1. Bölüm

84 10 8
                                    

Vazgeçmiştim.
Bu rutubetli zindanda geçirdiğim dört yılın ardından içimde yeşeren her bir umut kırıntısından, özgür olacağıma dair her hayalimden teker teker vazgeçmiş ve kabullenmiştim. Buradan kurtulamayacaktım.
Buraya aittim. Bu zindanın bir parçasıydım. Hepte öyle kalacaktım...

Güneş doğuyordu.

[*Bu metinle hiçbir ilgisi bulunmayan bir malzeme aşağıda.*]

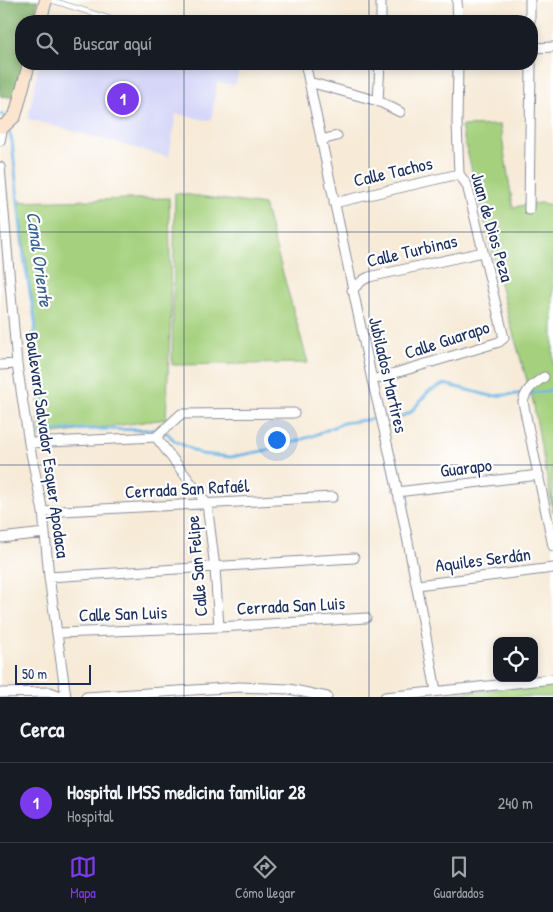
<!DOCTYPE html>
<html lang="es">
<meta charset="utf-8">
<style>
body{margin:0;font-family:"Patrick Hand",sans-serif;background:#242831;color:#f1f3f6}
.controls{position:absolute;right:15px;bottom:15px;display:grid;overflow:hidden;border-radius:10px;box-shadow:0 2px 8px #0003}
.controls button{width:45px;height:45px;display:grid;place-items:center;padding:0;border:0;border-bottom:1px solid #363941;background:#171b24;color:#f1f3f6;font:25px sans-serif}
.scale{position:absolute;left:15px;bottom:12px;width:76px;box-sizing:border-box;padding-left:5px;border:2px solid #1b2f5e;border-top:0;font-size:14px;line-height:18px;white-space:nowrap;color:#1b2f5e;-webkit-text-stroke:4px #fff;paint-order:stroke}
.you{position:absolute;left:276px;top:439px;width:18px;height:18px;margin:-12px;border:4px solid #fff;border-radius:50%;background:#1a73e8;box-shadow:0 0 0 8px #1a73e833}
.badge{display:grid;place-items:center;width:32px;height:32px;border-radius:50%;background:#7c3aed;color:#fff;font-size:16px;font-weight:700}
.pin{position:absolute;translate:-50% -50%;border:2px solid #fff;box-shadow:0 1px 5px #0006}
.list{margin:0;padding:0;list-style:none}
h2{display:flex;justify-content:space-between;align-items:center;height:65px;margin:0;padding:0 20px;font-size:21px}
h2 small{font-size:16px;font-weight:400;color:#9ea1a6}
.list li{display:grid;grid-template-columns:32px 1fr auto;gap:15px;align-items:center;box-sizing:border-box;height:80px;padding:0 20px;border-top:1px solid #363941}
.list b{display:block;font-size:19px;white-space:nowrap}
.list p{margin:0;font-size:16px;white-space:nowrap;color:#9ea1a6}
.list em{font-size:16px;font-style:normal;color:#9ea1a6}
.icon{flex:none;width:28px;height:28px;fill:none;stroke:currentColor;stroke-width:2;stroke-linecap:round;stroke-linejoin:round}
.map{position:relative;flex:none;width:553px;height:697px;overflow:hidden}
.search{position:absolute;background:#171b24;box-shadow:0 2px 8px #0003;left:15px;right:15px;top:15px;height:55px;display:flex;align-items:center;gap:12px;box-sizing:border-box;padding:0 18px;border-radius:20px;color:#9ea1a6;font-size:19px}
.sheet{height:145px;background:#171b24}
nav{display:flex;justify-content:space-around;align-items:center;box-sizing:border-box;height:70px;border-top:1px solid #363941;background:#171b24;font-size:14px;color:#9ea1a6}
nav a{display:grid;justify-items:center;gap:2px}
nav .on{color:#7c3aed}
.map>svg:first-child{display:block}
.built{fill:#d6d7f8}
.green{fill:#a5d17e;stroke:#60806e}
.forest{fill:#84b36d;stroke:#507166}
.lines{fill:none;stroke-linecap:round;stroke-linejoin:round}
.stream{stroke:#70b7e7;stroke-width:3}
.service-casing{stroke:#898d9b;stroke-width:6}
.minor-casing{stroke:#898d9b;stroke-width:11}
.secondary-casing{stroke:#898d9b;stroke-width:14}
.service{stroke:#fff;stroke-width:4.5}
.minor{stroke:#fff;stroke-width:9}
.secondary{stroke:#fbe5cf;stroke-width:12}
.grid{fill:none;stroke:#1b2f5e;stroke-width:1;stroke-opacity:0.55}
.labels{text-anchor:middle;stroke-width:4.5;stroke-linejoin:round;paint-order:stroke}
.street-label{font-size:18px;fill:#1b2f5e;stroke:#fff}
.water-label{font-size:19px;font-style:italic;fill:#395f8e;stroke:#fff}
</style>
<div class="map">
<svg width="553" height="697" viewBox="0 0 553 697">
<rect width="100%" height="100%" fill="#fff"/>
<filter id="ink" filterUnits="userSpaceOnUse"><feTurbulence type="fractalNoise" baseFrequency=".02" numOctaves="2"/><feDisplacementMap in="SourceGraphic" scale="10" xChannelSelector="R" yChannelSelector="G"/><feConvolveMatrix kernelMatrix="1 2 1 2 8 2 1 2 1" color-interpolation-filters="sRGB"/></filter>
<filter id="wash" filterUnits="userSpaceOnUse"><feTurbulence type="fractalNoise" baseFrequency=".0096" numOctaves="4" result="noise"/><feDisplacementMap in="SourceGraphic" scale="20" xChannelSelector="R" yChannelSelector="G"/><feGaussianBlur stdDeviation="1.12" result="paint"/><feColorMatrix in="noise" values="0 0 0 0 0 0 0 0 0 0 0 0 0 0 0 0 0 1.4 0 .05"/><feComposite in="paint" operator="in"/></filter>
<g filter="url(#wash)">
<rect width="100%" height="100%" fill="#f7ebd8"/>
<path class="built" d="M39 64H237L241 65 235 85 217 82 211 121 176 114 169 157 28 119Z"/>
<path class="green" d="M500 125 513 207 540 203 553 205V512L533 401 508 316 461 126Z
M175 193 264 205 308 363 172 365Z
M169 198 171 311 166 419 40 436 34 314 18 202Z
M553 683V697H418Z"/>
<path class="forest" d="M0 0H38L34 21H21V64H26L20 98 0 96Z"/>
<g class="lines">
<path class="stream" d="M0 114 4 115 6 119
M8 128 12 141 24 258 36 326 32 339 33 357 39 365 46 382 43 397V417L50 431 90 429 159 430
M394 420 411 412 428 392 444 384 491 396 544 392 553 389
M165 431 175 441 201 454 231 457 273 449 315 435 343 423 372 419"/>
</g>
</g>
<g filter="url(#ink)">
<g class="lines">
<g class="service-casing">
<path id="service" d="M51 0 117 21"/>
</g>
<g class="minor-casing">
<path id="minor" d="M381 0V21
M457 0 458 21
M530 0V21
M532 48 553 47
M306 67 372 380C398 483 417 587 436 691
M309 82 378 101 400 112
M378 101 380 64
M321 140 337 136
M0 141 3 127
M0 167 17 364 29 443 43 512 49 577 66 697
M334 203 459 174
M529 210 531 64
M352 290 363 280 369 277 483 252
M0 365 17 364
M544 377C534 384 526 389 523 402L553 546
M372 380 499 342 504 338 467 185 459 174 457 123 458 64
M156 437 207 504 215 568 219 627
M156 437 181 414 294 413
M29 443 156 437
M397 492 539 475
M43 512 333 497
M0 538 45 533
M49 577 354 558
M417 585 553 568
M58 633 219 627 366 618
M0 693 50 692 63 697
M86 697 240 687 289 689 327 697
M385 697 553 679"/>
</g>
<g class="secondary-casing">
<path id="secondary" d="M40 21 46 0
M0 126 3 127 15 116 29 64"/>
</g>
<use href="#service" class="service"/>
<use href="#minor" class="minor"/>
<use href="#secondary" class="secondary"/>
</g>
</g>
<path class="grid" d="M184 0V21M369 0V21M184 64V697M369 64V697M0 232H553M0 465H553"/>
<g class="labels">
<g class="street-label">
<text transform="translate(393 172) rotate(-13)" y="6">Calle Tachos</text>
<text transform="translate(492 227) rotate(74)" y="6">Juan de Dios Peza</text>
<text transform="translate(412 251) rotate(-13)" y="6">Calle Turbinas</text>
<text transform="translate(447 340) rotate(-18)" y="6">Calle Guarapo</text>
<text transform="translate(388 375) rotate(77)" y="6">Jubilados Martires</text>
<text transform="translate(47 445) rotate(82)" y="6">Boulevard Salvador Esquer Apodaca</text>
<text transform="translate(466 468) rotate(-7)" y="6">Guarapo</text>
<text transform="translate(187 489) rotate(-3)" y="6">Cerrada San Rafaél</text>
<text transform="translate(483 560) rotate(-7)" y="6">Aquiles Serdán</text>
<text transform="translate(197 566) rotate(-95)" y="6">Calle San Felipe</text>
<text transform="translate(291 606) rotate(-3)" y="6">Cerrada San Luis</text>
<text transform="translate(123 614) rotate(-2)" y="6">Calle San Luis</text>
</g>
<g class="water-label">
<text transform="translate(40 259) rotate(82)" y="7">Canal Oriente</text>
</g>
</g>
</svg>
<div class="controls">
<button><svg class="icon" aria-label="locate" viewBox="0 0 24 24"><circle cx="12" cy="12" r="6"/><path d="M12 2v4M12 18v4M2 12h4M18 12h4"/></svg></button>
</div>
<div class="scale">50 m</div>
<div class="you"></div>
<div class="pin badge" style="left:123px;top:99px">1</div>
<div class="search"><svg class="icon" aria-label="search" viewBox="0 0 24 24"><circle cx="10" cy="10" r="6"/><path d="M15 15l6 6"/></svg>Buscar aquí</div>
</div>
<section class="sheet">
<h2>Cerca<small></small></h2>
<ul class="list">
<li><span class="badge">1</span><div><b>Hospital IMSS medicina familiar 28</b><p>Hospital</p></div><em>240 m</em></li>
</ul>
</section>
<nav>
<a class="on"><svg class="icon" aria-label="map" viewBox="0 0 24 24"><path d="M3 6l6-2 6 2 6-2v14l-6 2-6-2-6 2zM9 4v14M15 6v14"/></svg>Mapa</a>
<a><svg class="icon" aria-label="directions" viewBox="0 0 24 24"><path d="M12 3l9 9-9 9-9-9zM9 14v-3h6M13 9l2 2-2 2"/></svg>Cómo llegar</a>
<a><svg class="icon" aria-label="saved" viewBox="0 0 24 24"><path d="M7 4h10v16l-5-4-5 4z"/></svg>Guardados</a>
</nav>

Birkaç saat içinde dükkanlar açılacak, pazar yerleri dolacak ve insanlar günlük koşuşturmalarına başlayacaklardı. Bu sırada ben önceki günü tekrar yaşayacaktım. Bugünün dünden, yarının bugünden hiçbir farkı olmayacaktı.
Dışarıda devam eden hayatın sesleri beni hayallere sürükleyecek, farkında olmadan umut  tekrar bütün benliğimi saracaktı. Sonra gerçeklik bir tokat gibi yüzüme çarptığındaysa aklımda aynı sorular yankılanıp duracak ve beni aynı tüketen döngüyle baş başa bırakacaktı.
Beni kurtarmaya gelen birileri olacak mı?
Nerede olduğumu bilen var mı?
Dahada önemlisi, dışarıda beni hatırlayan birileri var mı?
"Neden buradayım?" diye sormayı bırakmıştım. Merak ediyordum. Hem de ilk günkü kadar ama yanıtını asla alamamıştım. Merak duygum taze kalsa da bu sorunun cevabına duyduğum korku zamanla azalmış ve yok olmuştu. Artık bambaşka bir sorunun cevabına duyduğum korku vardı içimde.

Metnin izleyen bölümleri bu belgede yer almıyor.